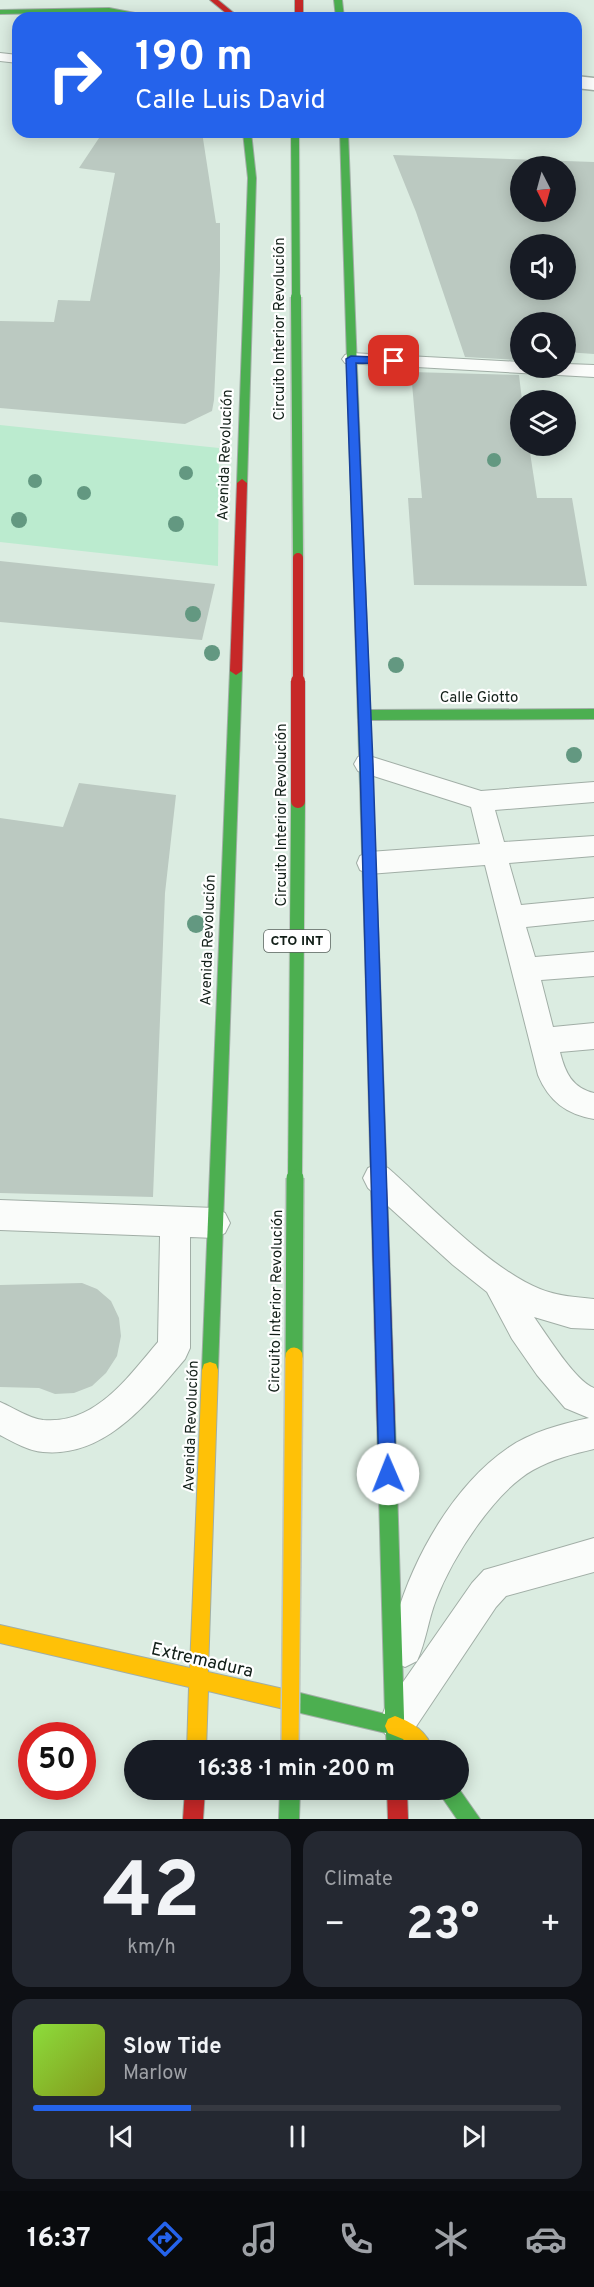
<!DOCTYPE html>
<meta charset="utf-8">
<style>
:root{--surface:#171b24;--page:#242831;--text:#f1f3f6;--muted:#9ea1a6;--line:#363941;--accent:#2563eb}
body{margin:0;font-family:Overpass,sans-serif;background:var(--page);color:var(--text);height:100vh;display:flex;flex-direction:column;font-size:22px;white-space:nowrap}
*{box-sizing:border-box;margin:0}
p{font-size:20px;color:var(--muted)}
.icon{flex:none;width:33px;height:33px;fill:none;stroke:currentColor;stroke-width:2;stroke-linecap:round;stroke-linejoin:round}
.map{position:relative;height:1819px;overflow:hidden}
.drawer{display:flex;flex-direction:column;gap:12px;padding:12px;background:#0d0f14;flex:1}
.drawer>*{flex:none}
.banner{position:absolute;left:12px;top:12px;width:570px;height:126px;border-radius:18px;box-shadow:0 3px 15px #0003;background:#2563eb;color:#fff;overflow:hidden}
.needle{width:39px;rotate:174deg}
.tools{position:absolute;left:510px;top:156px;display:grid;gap:12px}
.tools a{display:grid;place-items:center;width:66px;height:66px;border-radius:50%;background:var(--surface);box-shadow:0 3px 15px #0003;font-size:30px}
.speed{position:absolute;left:18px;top:1722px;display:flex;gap:12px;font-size:30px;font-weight:700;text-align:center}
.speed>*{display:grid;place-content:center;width:78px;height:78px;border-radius:50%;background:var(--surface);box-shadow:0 3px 15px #0003;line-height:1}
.speed .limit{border:9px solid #d22;background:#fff;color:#111}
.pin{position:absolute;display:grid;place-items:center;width:51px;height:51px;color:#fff;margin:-26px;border-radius:12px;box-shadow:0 3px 9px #0006}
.me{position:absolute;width:66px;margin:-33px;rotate:359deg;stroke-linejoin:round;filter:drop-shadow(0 0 4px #0008)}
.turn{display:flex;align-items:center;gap:21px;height:126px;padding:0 24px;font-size:27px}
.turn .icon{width:78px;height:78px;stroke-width:2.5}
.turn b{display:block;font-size:42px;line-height:51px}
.big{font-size:45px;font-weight:700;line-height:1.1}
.drawer .tile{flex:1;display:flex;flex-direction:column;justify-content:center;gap:9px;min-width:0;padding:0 21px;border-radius:18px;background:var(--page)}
.drawer .dial{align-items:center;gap:0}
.dial b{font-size:78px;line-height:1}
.song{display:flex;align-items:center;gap:18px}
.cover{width:72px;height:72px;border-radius:9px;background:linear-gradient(135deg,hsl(90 70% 55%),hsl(70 70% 35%))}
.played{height:6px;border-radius:3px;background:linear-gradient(90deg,var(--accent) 30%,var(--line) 30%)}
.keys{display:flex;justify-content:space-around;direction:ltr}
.heat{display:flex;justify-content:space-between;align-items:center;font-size:33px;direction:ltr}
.drawer .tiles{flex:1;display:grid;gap:12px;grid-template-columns:1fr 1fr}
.tile:last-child{grid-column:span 2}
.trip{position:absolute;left:124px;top:1740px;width:345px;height:60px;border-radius:30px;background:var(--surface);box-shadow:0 3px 15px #0003;font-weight:700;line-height:60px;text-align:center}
.tab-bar{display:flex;height:96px;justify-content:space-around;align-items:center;background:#090b0e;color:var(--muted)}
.tab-bar .icon{width:42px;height:42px}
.tab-bar .current{color:var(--accent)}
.tab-bar b{font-size:27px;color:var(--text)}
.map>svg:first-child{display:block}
.green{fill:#bbebcf}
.building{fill:#bbc9c1;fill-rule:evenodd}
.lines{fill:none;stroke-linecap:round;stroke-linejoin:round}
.lane-casing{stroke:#a1aea6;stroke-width:2}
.street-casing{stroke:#a1aea6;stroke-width:3}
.fast-casing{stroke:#a1aea6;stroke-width:2}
.slow-casing{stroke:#a1aea6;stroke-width:2}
.jam-casing{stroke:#a1aea6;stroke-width:2}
.lane{fill:#fafcfa;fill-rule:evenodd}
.street{fill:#fafcfa;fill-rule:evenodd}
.fast{fill:#4caf50;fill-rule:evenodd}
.slow{fill:#ffc107;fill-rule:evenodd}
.jam{fill:#c62828;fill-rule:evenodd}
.fast-bridge-far3-casing{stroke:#bec7c2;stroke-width:10;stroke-linecap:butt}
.fast-bridge-far2-casing{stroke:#bec7c2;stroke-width:13;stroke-linecap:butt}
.fast-bridge-far1-casing{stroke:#bec7c2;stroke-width:16;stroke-linecap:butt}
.fast-bridge-casing{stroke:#bec7c2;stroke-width:20;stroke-linecap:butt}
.slow-bridge-casing{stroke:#bec7c2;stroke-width:20;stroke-linecap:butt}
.jam-bridge-far1-casing{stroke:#bec7c2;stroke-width:13;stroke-linecap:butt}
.jam-bridge-casing{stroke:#bec7c2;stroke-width:16;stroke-linecap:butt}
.fast-bridge-far3{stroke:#4caf50;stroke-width:8}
.fast-bridge-far2{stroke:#4caf50;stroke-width:10}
.fast-bridge-far1{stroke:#4caf50;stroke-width:14}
.fast-bridge{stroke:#4caf50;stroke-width:17}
.slow-bridge{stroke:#ffc107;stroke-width:17}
.jam-bridge-far1{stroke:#c62828;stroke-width:10}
.jam-bridge{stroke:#c62828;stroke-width:14}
.tree{fill:#639881}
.route{fill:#2563eb;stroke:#184099;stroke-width:1.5}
.labels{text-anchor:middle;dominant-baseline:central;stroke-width:4.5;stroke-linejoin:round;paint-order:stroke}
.shield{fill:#fff;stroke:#59625d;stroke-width:1.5}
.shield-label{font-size:14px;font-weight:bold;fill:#121f18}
.street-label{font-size:15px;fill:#121f18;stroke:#fff}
.near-street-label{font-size:18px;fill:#121f18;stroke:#fff}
</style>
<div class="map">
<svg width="594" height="1819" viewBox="0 0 594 1819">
<rect width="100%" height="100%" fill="#dbece1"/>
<!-- green -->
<polygon class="green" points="0,425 219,448 218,566 0,542"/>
<!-- building -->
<g class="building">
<polygon points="103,132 202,132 216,223 220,223 220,270 214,400 212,411 185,424 0,408 0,321 54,322 58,300 90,301 115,173 79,168"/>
<path d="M393 155 594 162V354L566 352V322H520V348L515 347 517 360 465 357 416 212ZM520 166H566V212H520ZM520 244H566V290H520Z"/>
<polygon points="411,372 519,375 522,400 520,400 520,446 529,446 537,498 572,498 587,586 414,585 408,498 422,498"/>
<polygon points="0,561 215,584 202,640 0,622"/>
<polygon points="79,783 176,795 165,893 153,1197 0,1193 0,818 63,827"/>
<polygon points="82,1283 97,1289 111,1301 119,1318 121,1336 117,1356 106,1373 92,1386 74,1393 55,1394 39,1388 0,1387 0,1285"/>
</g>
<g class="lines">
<defs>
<g id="lane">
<polygon points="0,53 18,55 18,63 0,61"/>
<polygon points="351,353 520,362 520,368 566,368 566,364 594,365 594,377 345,363 342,359 345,355"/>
<path d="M366 755 481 791 594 782V802L495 810 504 842 594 836V856L509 863 521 905 594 898V920L526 927 535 957 594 952V976L541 980 553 1027 594 1023V1049L560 1052C565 1072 572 1088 594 1093V1119C566 1114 549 1101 538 1075L485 865 369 874 360 870 357 863 360 856 369 852 480 844 471 807 358 771 354 764 358 757Z"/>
<path d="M378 1164 388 1168C429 1204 490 1269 540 1289 557 1296 575 1297 594 1299V1329L571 1328 534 1317C547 1335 575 1381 594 1388V1449C573 1454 553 1459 533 1470 494 1492 452 1558 436 1600 428 1620 426 1642 417 1661L405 1667 393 1661C385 1644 391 1636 396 1618 414 1556 454 1485 508 1448 531 1432 561 1424 589 1418L565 1408 537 1375 512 1339 487 1292 453 1265 368 1188 363 1178 368 1168Z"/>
<path d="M0 1200 215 1208 225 1213 230 1223 225 1233 215 1238 190 1237V1348L185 1359C149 1401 106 1458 43 1452 29 1451 13 1442 0 1435V1402C14 1408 28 1418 43 1420 95 1425 128 1377 158 1342L160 1236 0 1230Z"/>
<polygon points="594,1538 594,1572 506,1596 496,1607 411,1734 398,1739 385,1734 380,1721 385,1708 472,1583 484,1570"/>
</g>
<polygon id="street" points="576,76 594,78 594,90 576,88"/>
<g id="fast">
<polygon points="334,0 342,0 344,18 336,18"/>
<polygon points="109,8 161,18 144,18 109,12 0,14 0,10"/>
<polygon points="243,132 251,132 256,178 247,483 242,487 237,483 248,178"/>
<polygon points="340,132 348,132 370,710 594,709 594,719 370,720 379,949 377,953 372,955 367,953 365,949"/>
<polygon points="236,667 242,671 218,1370 216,1376 210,1378 204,1376 202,1370 230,671"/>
<polygon points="386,1413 392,1416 395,1422 405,1750 387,1750 386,1733 288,1710 281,1707 278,1700 281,1693 288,1690 385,1714 377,1422 380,1416"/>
<polygon points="459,1789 480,1819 457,1819 437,1790"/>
<polygon points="280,1790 300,1790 299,1819 279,1819"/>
</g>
<g id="slow">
<polygon points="372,943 377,945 379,949 387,1188 384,1193 379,1196 374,1193 371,1188 365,949 367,945"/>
<polygon points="210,1362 216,1364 218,1370 208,1672 288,1690 295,1693 298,1700 295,1707 288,1710 208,1691 206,1750 187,1750 189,1687 0,1643 0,1625 190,1668 202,1370 204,1364"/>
<path d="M395 1716C413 1723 427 1731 433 1750H412L403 1739 388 1733 385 1726 388 1719Z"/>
</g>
<g id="jam">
<polygon points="210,0 218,0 240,18 232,18"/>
<rect x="295" y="0" width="8" height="18"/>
<polygon points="242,479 247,483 242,671 236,675 230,671 237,483"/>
<polygon points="379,1180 384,1183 387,1188 395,1422 392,1428 386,1431 380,1428 377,1422 371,1188 374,1183"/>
<polygon points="185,1790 205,1790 203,1819 183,1819"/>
<polygon points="387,1790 407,1790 408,1819 388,1819"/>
</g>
</defs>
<!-- lane casing -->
<use href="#lane" class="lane-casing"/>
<!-- street casing -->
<use href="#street" class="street-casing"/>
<!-- fast casing -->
<use href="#fast" class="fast-casing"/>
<!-- slow casing -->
<use href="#slow" class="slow-casing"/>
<!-- jam casing -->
<use href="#jam" class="jam-casing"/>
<!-- lane -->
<use href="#lane" class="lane"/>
<!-- street -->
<use href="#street" class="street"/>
<!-- fast -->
<use href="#fast" class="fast"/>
<!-- slow -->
<use href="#slow" class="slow"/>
<!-- jam -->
<use href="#jam" class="jam"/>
<defs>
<polyline id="fast-bridge-far3" points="295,132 296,299"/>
<polyline id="fast-bridge-far2" points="296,297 298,558"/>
<polyline id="fast-bridge-far1" points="295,1179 298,801"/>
<polyline id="fast-bridge" points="294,1356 295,1178"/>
<polyline id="slow-bridge" points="290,1750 294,1356"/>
<polyline id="jam-bridge-far1" points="298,558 298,683"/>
<polyline id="jam-bridge" points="298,681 298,801"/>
</defs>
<!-- fast-bridge-far3 casing -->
<use href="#fast-bridge-far3" class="fast-bridge-far3-casing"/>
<!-- fast-bridge-far2 casing -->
<use href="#fast-bridge-far2" class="fast-bridge-far2-casing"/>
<!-- fast-bridge-far1 casing -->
<use href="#fast-bridge-far1" class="fast-bridge-far1-casing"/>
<!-- fast-bridge casing -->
<use href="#fast-bridge" class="fast-bridge-casing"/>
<!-- slow-bridge casing -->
<use href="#slow-bridge" class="slow-bridge-casing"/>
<!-- jam-bridge-far1 casing -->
<use href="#jam-bridge-far1" class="jam-bridge-far1-casing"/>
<!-- jam-bridge casing -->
<use href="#jam-bridge" class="jam-bridge-casing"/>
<!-- fast-bridge-far3 -->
<use href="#fast-bridge-far3" class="fast-bridge-far3"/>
<!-- fast-bridge-far2 -->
<use href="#fast-bridge-far2" class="fast-bridge-far2"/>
<!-- fast-bridge-far1 -->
<use href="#fast-bridge-far1" class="fast-bridge-far1"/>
<!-- fast-bridge -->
<use href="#fast-bridge" class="fast-bridge"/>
<!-- slow-bridge -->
<use href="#slow-bridge" class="slow-bridge"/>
<!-- jam-bridge-far1 -->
<use href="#jam-bridge-far1" class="jam-bridge-far1"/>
<!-- jam-bridge -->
<use href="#jam-bridge" class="jam-bridge"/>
</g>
<!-- trees -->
<g class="tree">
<circle cx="494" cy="460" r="7"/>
<circle cx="186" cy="473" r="7"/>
<circle cx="35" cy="481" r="7"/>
<circle cx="84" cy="493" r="7"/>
<circle cx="19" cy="520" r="8"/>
<circle cx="176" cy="524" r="8"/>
<circle cx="193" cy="614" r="8"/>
<circle cx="212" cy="653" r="8"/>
<circle cx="396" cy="665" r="8"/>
<circle cx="574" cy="755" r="8"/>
<circle cx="196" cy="924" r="9"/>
</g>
<!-- route -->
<polygon class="route" points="351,356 394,358 399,361 394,364 356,363 373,764 396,1474 394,1480 388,1483 381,1480 379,1474 360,764 346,359"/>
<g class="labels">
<!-- shield labels -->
<rect class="shield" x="264" y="930" width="66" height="22" rx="4.5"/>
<g class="shield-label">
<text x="297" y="941">CTO INT</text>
</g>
<!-- street labels -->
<g class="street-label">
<text transform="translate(280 329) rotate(-90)">Circuito Interior Revolución</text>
<text transform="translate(226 455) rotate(-88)">Avenida Revolución</text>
<text x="479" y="698">Calle Giotto</text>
<text transform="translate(282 815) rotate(-90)">Circuito Interior Revolución</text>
<text transform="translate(209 940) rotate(-88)">Avenida Revolución</text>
<text transform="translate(277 1301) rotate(-89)">Circuito Interior Revolución</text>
<text transform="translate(192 1426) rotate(-88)">Avenida Revolución</text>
</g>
<!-- near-street labels -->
<g class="near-street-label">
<text transform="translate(202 1661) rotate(13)">Extremadura</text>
</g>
</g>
</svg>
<div class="tools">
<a><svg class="needle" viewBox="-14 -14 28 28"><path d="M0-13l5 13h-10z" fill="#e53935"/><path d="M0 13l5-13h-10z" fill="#9ea1a6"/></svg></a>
<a><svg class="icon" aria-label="sound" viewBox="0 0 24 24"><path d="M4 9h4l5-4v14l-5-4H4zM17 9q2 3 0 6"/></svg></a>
<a><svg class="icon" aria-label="search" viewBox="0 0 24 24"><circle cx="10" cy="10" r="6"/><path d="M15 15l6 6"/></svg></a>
<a><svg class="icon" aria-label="layers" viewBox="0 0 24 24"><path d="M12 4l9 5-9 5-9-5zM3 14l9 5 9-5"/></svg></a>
</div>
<div class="speed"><div class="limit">50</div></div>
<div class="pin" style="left:394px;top:361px;background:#d93025"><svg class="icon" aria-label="arrive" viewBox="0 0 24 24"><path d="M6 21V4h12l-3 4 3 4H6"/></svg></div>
<svg class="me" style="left:388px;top:1474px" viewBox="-20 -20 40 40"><circle r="19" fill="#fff"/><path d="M0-13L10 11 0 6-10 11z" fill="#2563eb"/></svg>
<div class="trip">16:38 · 1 min · 200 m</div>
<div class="banner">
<div class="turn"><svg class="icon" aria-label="right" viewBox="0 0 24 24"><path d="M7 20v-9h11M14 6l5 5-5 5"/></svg><div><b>190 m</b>Calle Luis David</div></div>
</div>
</div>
<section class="drawer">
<div class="tiles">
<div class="tile dial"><b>42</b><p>km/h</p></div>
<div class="tile"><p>Climate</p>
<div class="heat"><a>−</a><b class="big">23°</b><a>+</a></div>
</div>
<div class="tile">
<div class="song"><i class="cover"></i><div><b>Slow Tide</b><p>Marlow</p></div></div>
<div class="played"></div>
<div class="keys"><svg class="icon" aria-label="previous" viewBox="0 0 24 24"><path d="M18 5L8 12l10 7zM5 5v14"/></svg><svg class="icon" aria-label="pause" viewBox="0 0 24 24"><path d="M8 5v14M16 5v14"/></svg><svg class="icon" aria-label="next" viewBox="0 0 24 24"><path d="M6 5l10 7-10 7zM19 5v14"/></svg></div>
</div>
</div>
</section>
<nav class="tab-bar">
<b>16:37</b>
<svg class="icon current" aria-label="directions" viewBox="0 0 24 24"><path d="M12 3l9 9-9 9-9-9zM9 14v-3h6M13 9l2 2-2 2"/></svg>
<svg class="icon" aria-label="music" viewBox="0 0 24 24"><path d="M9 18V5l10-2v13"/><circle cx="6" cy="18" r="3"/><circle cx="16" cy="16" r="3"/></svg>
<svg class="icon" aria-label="phone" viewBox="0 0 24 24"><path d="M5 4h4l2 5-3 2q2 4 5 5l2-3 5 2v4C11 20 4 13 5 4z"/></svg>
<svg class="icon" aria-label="climate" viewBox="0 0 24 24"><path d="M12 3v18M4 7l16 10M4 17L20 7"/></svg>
<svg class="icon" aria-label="car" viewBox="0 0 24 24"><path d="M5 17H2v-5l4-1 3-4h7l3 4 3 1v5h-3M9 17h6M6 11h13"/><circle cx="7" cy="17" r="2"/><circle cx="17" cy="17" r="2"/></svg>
</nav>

● Problem: Each line above that includes "butt" counts once; state the total and nothing more.

● Task result: 7